14.08.2019
Die Rheinpfalz

Projektname „Bummelzug“

Noch sind die Verträge nicht unterschrieben, dennoch ist klar: Das Deutsche Rote Kreuz (DRK) wird ab September im Bahnhof einen Kiosk betreiben. Anfangs sollen dort bis zu vier Mitarbeiter und einige Aushilfen beschäftigt werden. Das Konzept geht aber noch einen Schritt weiter.
Von Sven Holler

Inmitten einer Halle stehen mehrere Menschen. Einige sitzen an Holztischen, andere durchqueren den Raum, in dessen Mitte sich ein Kubus mit montierten Fernsehbildschirmen und aufgehängten Plakaten befindet. Auf der rechten Seite des Raumes steht eine Person hinter einem Verkaufstresen. Die Wände sind rot, rechts und links von der Durchreiche sind Glasplatten befestigt, auf denen unter anderem das Wort „Bummelzug“ steht.
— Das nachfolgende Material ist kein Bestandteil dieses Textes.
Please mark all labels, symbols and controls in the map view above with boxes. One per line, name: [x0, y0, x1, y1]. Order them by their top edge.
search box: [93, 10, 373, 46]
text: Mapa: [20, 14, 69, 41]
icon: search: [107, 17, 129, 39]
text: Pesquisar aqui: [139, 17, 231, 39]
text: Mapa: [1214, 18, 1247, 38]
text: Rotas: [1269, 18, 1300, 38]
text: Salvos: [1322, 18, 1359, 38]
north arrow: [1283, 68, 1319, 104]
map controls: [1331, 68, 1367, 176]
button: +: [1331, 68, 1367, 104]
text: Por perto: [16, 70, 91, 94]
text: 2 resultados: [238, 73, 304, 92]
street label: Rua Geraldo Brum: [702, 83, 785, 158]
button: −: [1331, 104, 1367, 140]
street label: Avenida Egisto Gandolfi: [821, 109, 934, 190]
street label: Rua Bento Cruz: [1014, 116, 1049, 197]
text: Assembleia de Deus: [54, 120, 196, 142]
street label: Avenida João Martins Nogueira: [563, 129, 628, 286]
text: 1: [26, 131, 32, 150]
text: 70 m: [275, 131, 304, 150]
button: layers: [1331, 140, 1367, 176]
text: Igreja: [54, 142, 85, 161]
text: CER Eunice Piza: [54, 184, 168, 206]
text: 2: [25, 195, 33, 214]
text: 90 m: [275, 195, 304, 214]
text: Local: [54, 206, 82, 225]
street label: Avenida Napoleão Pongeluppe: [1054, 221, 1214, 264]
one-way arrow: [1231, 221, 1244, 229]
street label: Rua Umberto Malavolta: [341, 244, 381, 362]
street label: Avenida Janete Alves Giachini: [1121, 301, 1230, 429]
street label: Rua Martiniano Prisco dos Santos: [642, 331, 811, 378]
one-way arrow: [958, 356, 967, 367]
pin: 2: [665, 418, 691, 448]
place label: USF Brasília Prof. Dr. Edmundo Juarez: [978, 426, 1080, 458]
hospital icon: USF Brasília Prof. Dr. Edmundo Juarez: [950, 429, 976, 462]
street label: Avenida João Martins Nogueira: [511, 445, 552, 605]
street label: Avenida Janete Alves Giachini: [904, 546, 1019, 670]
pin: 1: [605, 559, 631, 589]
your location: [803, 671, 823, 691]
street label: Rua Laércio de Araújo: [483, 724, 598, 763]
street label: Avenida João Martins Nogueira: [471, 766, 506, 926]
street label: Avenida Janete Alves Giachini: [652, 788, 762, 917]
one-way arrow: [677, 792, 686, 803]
Die Szene stammt aus einer 3-D-Simulation von Rolf Vogelsang, Architekt der Gesellschaft für Wohnen und Bauen (Gewobau). Sie zeigt, wie die Zweibrücker Bahnhofshalle demnächst aussehen wird. „Die Planung steht, die Umsetzung müssen wir noch etwas anschieben“, sagt Vogelsang. Rund 30 000 Euro wird die städtische Tochter (vorerst) in die Bahnhofshalle investieren.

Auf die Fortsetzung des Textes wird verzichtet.